For the case where s >> 1/N, do you think selection or drift dominates?
p = 0.5
ngen = 100
nrun = 10
N = 100
s = 0.1
omega2 = 1-s
v_freq = sel_drift_fun(p, omega2, N, ngen)
plot(v_freq, type = 'l', col = "blue", ylim = c(0, 1), xlab = "generation", ylab = "allele frequency", main = "N = 100, s = 0.1")
for(i in 1:nrun-1){
v_freq = sel_drift_fun(p, omega2, N, ngen)
lines(v_freq, type = 'l', col = "blue")
}For the case where s ~ 1/N, do you think selection or drift dominates?
p = 0.5
ngen = 100
nrun = 10
N = 100
s = 0.01
omega2 = 1-s
v_freq = sel_drift_fun(p, omega2, N, ngen)
plot(v_freq, type = 'l', col = "red", ylim = c(0, 1), xlab = "generation", ylab = "allele frequency", main = "N = 100, s = 0.01")
for(i in 1:nrun-1){
v_freq = sel_drift_fun(p, omega2, N, ngen)
lines(v_freq, type = 'l', col = "red")
}It is the relative scale of s and N that matters. Dirft would dominate for both N = 100, s = 0.01 and N = 1000, s = 0.001.
par(mfrow = c(1, 2)) #having two figures in one row
p = 0.5
ngen = 1000
nrun = 10
N = 100
s = 0.01
omega2 = 1-s
v_freq = sel_drift_fun(p, omega2, N, ngen)
plot(v_freq, type = 'l', col = "red", ylim = c(0, 1), xlab = "generation", ylab = "allele frequency", main = "N = 100, s = 0.01")
for(i in 1:nrun-1){
v_freq = sel_drift_fun(p, omega2, N, ngen)
lines(v_freq, type = 'l', col = "red")
}
N = 1000
s = 0.001
omega2 = 1-s
v_freq = sel_drift_fun(p, omega2, N, ngen)
plot(v_freq, type = 'l', col = "red", ylim = c(0, 1), xlab = "generation", ylab = "allele frequency", main = "N = 1000, s = 0.001")
for(i in 1:nrun-1){
v_freq = sel_drift_fun(p, omega2, N, ngen)

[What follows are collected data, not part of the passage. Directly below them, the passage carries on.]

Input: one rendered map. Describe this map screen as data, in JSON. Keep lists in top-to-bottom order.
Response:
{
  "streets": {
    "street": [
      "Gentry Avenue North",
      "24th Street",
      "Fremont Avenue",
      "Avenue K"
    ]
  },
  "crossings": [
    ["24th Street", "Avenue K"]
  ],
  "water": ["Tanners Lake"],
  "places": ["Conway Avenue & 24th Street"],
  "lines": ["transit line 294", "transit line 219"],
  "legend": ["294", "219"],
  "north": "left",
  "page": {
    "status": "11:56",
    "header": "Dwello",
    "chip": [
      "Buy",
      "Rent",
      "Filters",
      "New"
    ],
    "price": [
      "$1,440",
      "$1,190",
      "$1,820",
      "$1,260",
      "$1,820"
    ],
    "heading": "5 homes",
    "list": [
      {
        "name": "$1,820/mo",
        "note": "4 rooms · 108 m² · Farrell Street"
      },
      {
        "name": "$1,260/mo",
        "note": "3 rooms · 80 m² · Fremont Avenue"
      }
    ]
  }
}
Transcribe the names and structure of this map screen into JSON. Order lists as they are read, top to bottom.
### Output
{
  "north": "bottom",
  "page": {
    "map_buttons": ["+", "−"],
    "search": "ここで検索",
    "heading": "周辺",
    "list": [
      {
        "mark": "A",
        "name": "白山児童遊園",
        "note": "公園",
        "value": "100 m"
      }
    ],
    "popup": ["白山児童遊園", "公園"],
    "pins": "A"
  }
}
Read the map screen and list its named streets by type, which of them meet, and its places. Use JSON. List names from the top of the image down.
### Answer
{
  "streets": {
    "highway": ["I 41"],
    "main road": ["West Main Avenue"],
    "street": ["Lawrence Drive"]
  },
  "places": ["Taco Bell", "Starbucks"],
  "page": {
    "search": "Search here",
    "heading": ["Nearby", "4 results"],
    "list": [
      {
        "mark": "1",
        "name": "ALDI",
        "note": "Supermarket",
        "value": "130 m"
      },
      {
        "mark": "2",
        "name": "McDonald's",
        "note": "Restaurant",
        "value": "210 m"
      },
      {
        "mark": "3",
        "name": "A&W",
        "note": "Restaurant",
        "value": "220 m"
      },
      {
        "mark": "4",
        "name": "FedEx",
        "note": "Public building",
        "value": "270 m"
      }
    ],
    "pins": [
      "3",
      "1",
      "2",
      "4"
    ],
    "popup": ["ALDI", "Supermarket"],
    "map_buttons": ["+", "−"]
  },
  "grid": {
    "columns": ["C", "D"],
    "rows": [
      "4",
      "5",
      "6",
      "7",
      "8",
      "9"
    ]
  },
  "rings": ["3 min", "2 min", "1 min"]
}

lines(v_freq, type = 'l', col = "red")
}You may notice that how quickly the allele frequency changes differ between N = 100 and 1000, despite drift dominates both simulations. The time scale for drift depends on the inverse of population size: the expected time to fixation/lost of an allele due to drift is ~ 1/N. Accordingly, allele frequencies change with faster rate when N is smaller.
What I expect in the final plant report
Estimation of fitness in the two enviornment
- clear definition of fitness
Estimation of selection coefficient in the two environment
Discussion of predicted changes in allele frequency over time in the two environment
Assume that BB is homozygous for A1 allele, and EP is homozygous for A2 allele
Assume h = 0.5 and h = -0.5
Assume initial allele frequency = 0.5 for A1 (i.e., p = 0.5 for A2).
Discussion of whether you think these two alleles will be maintained or one of the two will be selected out in nature.